Tsutomu Nishioka / 2017.08.30 (Wed)


August 29, 2017

     On August 25, I got a meeting with Vartan Gharpetian, mayor of Glendale in California. In the city close to Los Angeles, a statue of a comfort woman for the wartime Imperial Japanese Army was erected at a city-owned park in front of the Glendale Public Library on July 30, 2013. It is the same statue as the one placed illegally in front of the Japanese Embassy in Seoul. Making a difference from the Seoul statue, the Glendale statue is accompanied by a monument with a groundless inscription on comfort women using such words as “sex slave,” “snatched from home,” “girl” (as distinguished from woman) and “more than 200,000.”
     Local informants told me that Korean activist organizations successfully erected the statue by likening comfort women to victims of the Armenian Genocide that allegedly occurred in the Ottoman Empire during World War I. Armenian-Americans account for some 30% of Glendale residents.

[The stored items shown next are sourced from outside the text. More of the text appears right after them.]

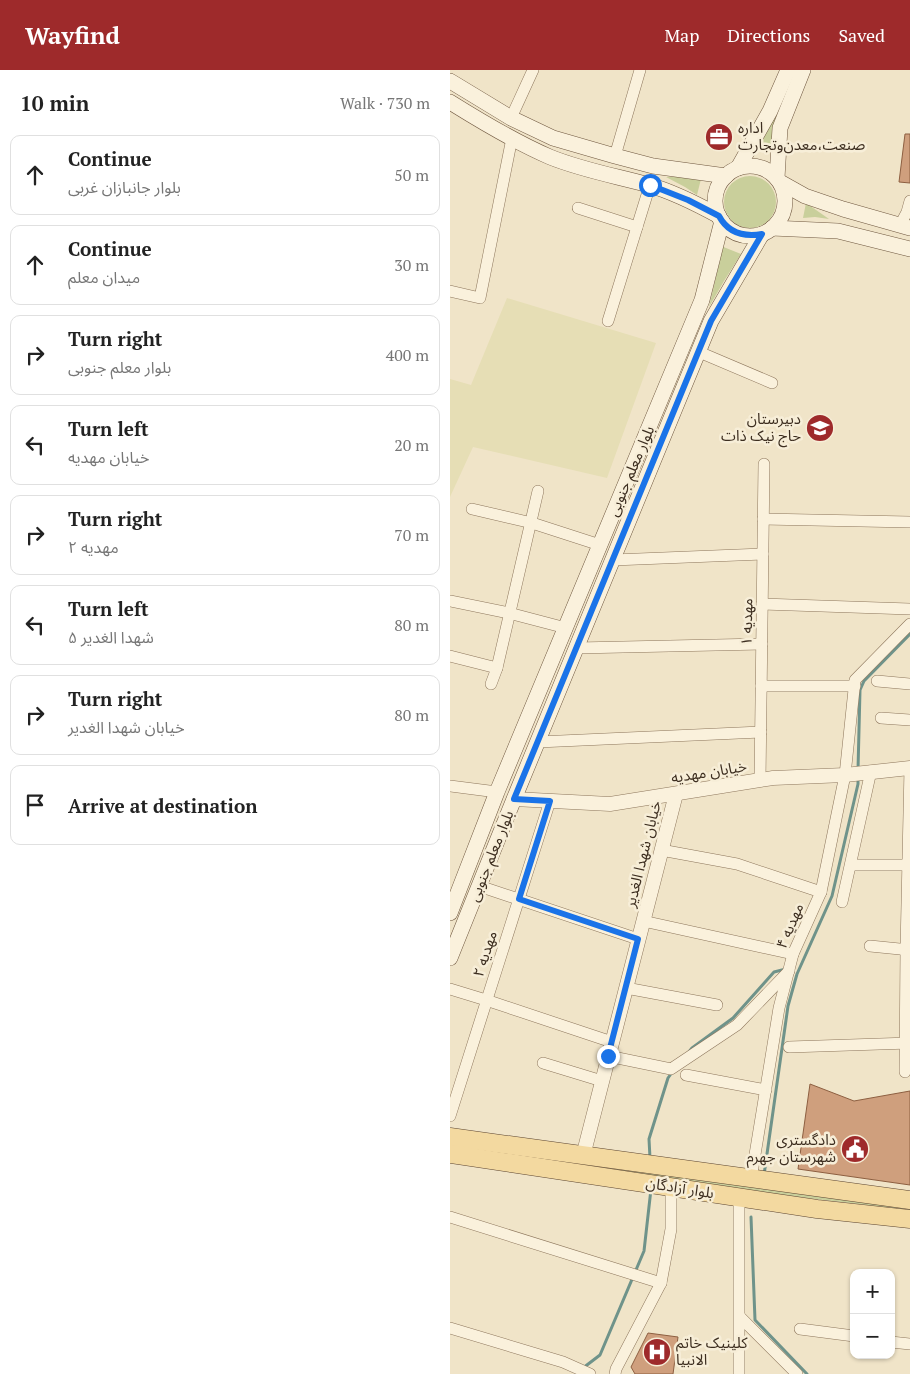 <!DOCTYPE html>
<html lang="en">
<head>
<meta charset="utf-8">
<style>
  :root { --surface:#fff; --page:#f6f6f6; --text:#222; --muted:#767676; --line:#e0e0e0; --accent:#9e2a2b }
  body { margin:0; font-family:"PT Serif","Noto Sans Arabic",serif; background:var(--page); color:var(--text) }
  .controls { position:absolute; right:15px; bottom:15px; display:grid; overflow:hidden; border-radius:10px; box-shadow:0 1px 4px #0004 }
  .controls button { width:45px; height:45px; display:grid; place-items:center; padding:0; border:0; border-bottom:1px solid var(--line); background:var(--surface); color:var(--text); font:25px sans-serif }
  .stop { position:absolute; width:15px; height:15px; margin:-11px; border:4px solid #1a73e8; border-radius:50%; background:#fff }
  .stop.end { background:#1a73e8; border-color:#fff; box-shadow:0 1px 5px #0008 }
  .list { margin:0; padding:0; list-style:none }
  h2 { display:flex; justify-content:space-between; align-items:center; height:65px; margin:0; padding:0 20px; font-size:21px }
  h2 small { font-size:16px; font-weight:400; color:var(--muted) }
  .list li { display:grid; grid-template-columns:32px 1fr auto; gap:15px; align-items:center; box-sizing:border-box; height:80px; margin:0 10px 10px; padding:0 10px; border:1px solid var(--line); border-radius:10px }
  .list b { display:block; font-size:19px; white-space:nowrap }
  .list p { margin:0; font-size:16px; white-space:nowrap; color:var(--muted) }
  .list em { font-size:16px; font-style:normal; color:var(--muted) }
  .icon { flex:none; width:28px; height:28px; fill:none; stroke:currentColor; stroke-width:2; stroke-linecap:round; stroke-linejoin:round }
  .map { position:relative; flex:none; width:460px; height:1304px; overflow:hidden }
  header { display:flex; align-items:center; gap:30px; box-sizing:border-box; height:70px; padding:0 25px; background:var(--accent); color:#fff }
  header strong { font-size:24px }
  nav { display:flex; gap:28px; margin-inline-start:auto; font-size:18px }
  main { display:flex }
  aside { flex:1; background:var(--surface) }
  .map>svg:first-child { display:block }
  .farmland { fill:#e6deb5 }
  .green { fill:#c9cf9b }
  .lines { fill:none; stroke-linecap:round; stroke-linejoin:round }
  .stream { stroke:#6f938a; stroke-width:3 }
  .building { fill:#cf9f7d; stroke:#8d5f41 }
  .minor-casing { stroke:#8d765c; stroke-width:12 }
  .tertiary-casing { stroke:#8d765c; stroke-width:15 }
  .secondary-casing { stroke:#6f573f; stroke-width:16 }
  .primary-casing { stroke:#5b4430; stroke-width:19 }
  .minor { stroke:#faf1dc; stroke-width:11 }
  .tertiary { stroke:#faf1dc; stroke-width:14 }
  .secondary { stroke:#faf1dc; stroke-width:15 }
  .primary { stroke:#f3d9a0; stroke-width:18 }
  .route { stroke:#1a73e8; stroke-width:6 }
  .labels { text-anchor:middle; stroke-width:5; stroke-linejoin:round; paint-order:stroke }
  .poi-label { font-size:15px; fill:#3d2e20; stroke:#f7eed8; text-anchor:start }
  .street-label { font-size:15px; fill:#3d2e20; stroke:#f7eed8 }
</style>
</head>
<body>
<header>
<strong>Wayfind</strong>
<nav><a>Map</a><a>Directions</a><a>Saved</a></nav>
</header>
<main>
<aside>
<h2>10 min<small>Walk · 730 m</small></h2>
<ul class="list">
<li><svg class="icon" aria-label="ahead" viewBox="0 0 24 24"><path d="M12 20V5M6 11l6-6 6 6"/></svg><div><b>Continue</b><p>بلوار جانبازان غربی</p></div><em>50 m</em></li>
<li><svg class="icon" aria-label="ahead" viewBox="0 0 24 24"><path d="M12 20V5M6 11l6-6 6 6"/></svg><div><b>Continue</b><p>میدان معلم</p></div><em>30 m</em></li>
<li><svg class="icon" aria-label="right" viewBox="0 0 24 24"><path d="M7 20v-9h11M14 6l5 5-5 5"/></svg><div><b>Turn right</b><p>بلوار معلم جنوبی</p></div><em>400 m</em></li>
<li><svg class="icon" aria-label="left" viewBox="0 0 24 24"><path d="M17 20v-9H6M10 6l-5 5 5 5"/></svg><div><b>Turn left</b><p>خیابان مهدیه</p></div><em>20 m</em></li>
<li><svg class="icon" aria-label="right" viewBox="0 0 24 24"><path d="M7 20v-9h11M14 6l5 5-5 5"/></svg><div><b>Turn right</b><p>مهدیه ۲</p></div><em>70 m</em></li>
<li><svg class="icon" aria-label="left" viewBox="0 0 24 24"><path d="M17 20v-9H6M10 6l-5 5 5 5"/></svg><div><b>Turn left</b><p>شهدا الغدیر ۵</p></div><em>80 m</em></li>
<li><svg class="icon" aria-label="right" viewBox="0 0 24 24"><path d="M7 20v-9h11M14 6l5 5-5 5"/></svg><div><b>Turn right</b><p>خیابان شهدا الغدیر</p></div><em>80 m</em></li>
<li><svg class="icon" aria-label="arrive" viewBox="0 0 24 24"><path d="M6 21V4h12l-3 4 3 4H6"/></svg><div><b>Arrive at destination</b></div></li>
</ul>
</aside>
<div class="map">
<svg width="460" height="1304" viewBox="0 0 460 1304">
  <rect width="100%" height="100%" fill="#f0e4c8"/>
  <polygon class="farmland" points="57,228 206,273 157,408 23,377 0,427 0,309 21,315"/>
  <g class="green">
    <polygon points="344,0 324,80 304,73 322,53"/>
    <polygon points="252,105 247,125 235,117 216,107"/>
    <circle cx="300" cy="132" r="26"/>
    <polygon points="356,133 379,149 365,147 353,148"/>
    <polygon points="271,176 291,184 274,211 259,237 269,194"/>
    <polygon points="0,1070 460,1135 460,1140 297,1121 0,1076"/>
  </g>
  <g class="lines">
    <g class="stream">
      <polyline points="408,700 410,620 414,611 460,564"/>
      <polyline points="238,983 242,978 283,948 324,902 336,899"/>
      <polyline points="200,1088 199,1069 218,1008 223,1001"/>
      <polyline points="314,1105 338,936 347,904 382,826 408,714 408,707"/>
      <polyline points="301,1147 305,1250 357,1304"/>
      <polyline points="133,1298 150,1285 194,1181 201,1119"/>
    </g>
  </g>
  <g class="building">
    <polygon points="455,64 460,64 460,113 449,112"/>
    <polygon points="360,1014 404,1031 460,1021 460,1115 348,1099"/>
    <polygon points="198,1263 228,1267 223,1304 185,1304 181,1297"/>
  </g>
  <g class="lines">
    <defs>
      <g id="minor">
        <polyline points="61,48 83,0"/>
        <polyline points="165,86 190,0"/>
        <polyline points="128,138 187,157"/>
        <polyline points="450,155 457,142 460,131"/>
        <polyline points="0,221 30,228 62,68"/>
        <polyline points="158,251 200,115"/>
        <polyline points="249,282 322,313"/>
        <polyline points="22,439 82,453 150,475"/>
        <polyline points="313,449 460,452"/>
        <polyline points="163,490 313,484"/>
        <polyline points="0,531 59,543 116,558"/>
        <polyline points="312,534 460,539"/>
        <polyline points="127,578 312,574"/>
        <polyline points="0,586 47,598 88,421"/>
        <polyline points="427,611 460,614"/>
        <polyline points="41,614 47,598"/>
        <polyline points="311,616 405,616"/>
        <polyline points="431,648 460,650"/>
        <polyline points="88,672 311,662"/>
        <polyline points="310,711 314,394"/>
        <polyline points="0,716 47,722"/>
        <polyline points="211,780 287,794 371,822"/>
        <polyline points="401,795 460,795"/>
        <polyline points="29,816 188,869"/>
        <polyline points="392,832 421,701"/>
        <polyline points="193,851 343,884"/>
        <polyline points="420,876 460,880"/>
        <polyline points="176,918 267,935"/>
        <polyline points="0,919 36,930 162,972"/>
        <polyline points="339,977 460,973"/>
        <polyline points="158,986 221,999 287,955 339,901"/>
        <polyline points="93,993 152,1011"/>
        <polyline points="455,1002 456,879 460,698"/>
        <polyline points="236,1005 316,1020"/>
        <polyline points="0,1046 100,731"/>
        <polyline points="301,1109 329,938 343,884 371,822 395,705 405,610 460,554"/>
        <polyline points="289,1127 289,1304"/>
        <polyline points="0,1147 211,1213"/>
        <polyline points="290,1247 347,1304"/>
        <polyline points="0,1258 113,1292 140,1304"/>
        <polyline points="350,1259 404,1266"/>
        <polyline points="441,1272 460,1274"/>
        <polyline points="165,1304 166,1299 211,1213 221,1159 221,1117"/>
      </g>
      <g id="tertiary">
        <polyline points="64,729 160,734 323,708 395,705 460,698"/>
        <polyline points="133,1086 226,724"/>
      </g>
      <g id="secondary">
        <polyline points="0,11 61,48 103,68 165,86 203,96 276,106"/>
        <path d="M0,32C32,52 65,72 100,87C132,100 166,106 199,115C224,122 247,134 269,146"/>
        <circle cx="300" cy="131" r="35"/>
        <polyline points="288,98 320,41 338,0"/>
        <polyline points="327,108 330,58 353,0"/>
        <polyline points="330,112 355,126 393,139 460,158"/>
        <polyline points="322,158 388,161 460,179"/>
        <polyline points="0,843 47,722 252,230 272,151"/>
        <polyline points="0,888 64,729 261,251 312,164"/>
      </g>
      <g id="primary">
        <polyline points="0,1067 460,1130"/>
        <polyline points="0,1084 367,1139 460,1149"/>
      </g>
    </defs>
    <use href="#minor" class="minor-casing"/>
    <use href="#tertiary" class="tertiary-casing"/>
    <use href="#secondary" class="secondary-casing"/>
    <use href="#primary" class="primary-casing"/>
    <use href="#minor" class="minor"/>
    <use href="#tertiary" class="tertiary"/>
    <use href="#secondary" class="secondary"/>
    <use href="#primary" class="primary"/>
  </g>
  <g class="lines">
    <path class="route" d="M158,986L188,869L69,829L100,731L64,729L261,251L312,164C294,167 278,163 269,146L238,130L200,115"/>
  </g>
  <defs>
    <symbol id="office-disc" viewBox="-11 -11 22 22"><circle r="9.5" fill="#9e2a2b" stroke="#f7eed8"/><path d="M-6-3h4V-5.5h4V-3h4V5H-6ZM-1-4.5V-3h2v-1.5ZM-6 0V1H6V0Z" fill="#fff"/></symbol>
    <symbol id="school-disc" viewBox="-11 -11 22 22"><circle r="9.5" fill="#9e2a2b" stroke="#f7eed8"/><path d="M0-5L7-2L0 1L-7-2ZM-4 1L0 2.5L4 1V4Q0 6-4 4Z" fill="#fff"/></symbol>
    <symbol id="civic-disc" viewBox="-11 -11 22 22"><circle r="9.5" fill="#9e2a2b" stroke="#f7eed8"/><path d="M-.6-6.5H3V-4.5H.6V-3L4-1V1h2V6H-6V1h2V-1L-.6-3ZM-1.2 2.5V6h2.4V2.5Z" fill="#fff"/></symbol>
    <symbol id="hospital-disc" viewBox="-11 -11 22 22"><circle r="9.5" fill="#9e2a2b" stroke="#f7eed8"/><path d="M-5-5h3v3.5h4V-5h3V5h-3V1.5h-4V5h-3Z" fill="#fff"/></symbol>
  </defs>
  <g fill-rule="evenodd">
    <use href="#office-disc" x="253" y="51" width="32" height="32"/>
    <use href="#school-disc" x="354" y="342" width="32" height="32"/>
    <use href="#civic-disc" x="389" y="1063" width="32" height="32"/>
    <use href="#hospital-disc" x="191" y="1266" width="32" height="32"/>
  </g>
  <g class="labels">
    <g class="poi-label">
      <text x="288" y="63">اداره<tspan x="288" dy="17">صنعت،معدن‌و‌تجارت</tspan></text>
      <text x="351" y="354" text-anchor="end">دبیرستان<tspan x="351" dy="17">حاج نیک ذات</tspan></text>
      <text x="386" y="1075" text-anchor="end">دادگستری<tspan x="386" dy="17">شهرستان جهرم</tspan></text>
      <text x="226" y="1278">کلینیک خاتم<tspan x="226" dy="17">الانبیا</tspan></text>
    </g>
    <g class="street-label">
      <text transform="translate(181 401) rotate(-67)" y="5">بلوار معلم جنوبی</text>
      <text transform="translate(297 552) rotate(-89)" y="5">مهدیه ۱</text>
      <text transform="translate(259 702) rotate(-9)" y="5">خیابان مهدیه</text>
      <text transform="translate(193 784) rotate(-76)" y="5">خیابان شهدا الغدیر</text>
      <text transform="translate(41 786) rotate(-68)" y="5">بلوار معلم جنوبی</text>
      <text transform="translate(340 856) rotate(-67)" y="5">مهدیه ۴</text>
      <text transform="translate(35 884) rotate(-72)" y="5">مهدیه ۲</text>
      <text transform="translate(230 1118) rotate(9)" y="5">بلوار آزادگان</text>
    </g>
  </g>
</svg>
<div class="controls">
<button>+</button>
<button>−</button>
</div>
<div class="stop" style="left:200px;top:115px"></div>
<div class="stop end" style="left:158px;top:986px"></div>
</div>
</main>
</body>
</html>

Statue impedes Japan-U.S. friendship
     My meeting with the Glendale mayor was prolonged to 80 minutes from the originally planned 60 minutes as we had a good conversation. I prepared an English speech that an interpreter read in 25 minutes. As a Japanese scholar who has researched the comfort women issue for more than 25 years, I in the speech explained how the comfort women monument inscription runs counter to facts, quoting many theories of Japanese and Korean scholars. I also emphasized that comfort women were registered prostitutes under the supervision of the military, differing completely from victims of the Armenian Genocide or the Jewish Holocaust. Lastly, I made the following remarks:
      “The presence of the comfort woman statue of a young girl in your city’s public space is perceived by most Japanese as a manifestation of your city’s anti-Japanese posture. Its presence poses a major barrier against friendship between your city and Japan and it is also an impediment to friendship between the United States and Japan.
     “We do not seek your support for our position in the complicated historical controversy between Japan and South Korea. However, we do hope you will understand the Japanese argument and choose to avoid taking sides. We also trust you will take a common-sense stance to promote goodwill and friendship between the United States and Japan as well as the United States and South Korea. I do hope you will consider this matter from the standpoint of U.S.-Japan friendship.”

Urge city council to remove statue
     The mayor told me that he heard such story for the first time, that he had no intent to become a judge to decide whether Japan or South Korea is right, and that the city did not discriminate any nation. Although I had anticipated that the mayor might cite South Korean positions to rebut my story, the mayor did not do so.
     In response, I said: “I am pleased to hear that you have no intent to become a judge. As far as the statue exists in a city-owned park, however, your city may be taken as believing that the South Korean position is right. I want you to move the statue outside the city-owned land.” The mayor said that he had no authority to do so and that the city council would have to vote for the removal.
     The mayor is one of the five council members. If we explain facts to the remaining four council members in a proper fashion, the comfort woman statue may be able to be relocated. Recognizing such possibility, the Japanese consulate-general in Los Angeles and local residents concerned are making various approaches. While wishing that a good result will come out, I left the United States for home.
 
Tsutomu Nishioka is a member of the Planning Committee at the Japan Institute for National Fundamentals and Visiting Professor at Reitaku University.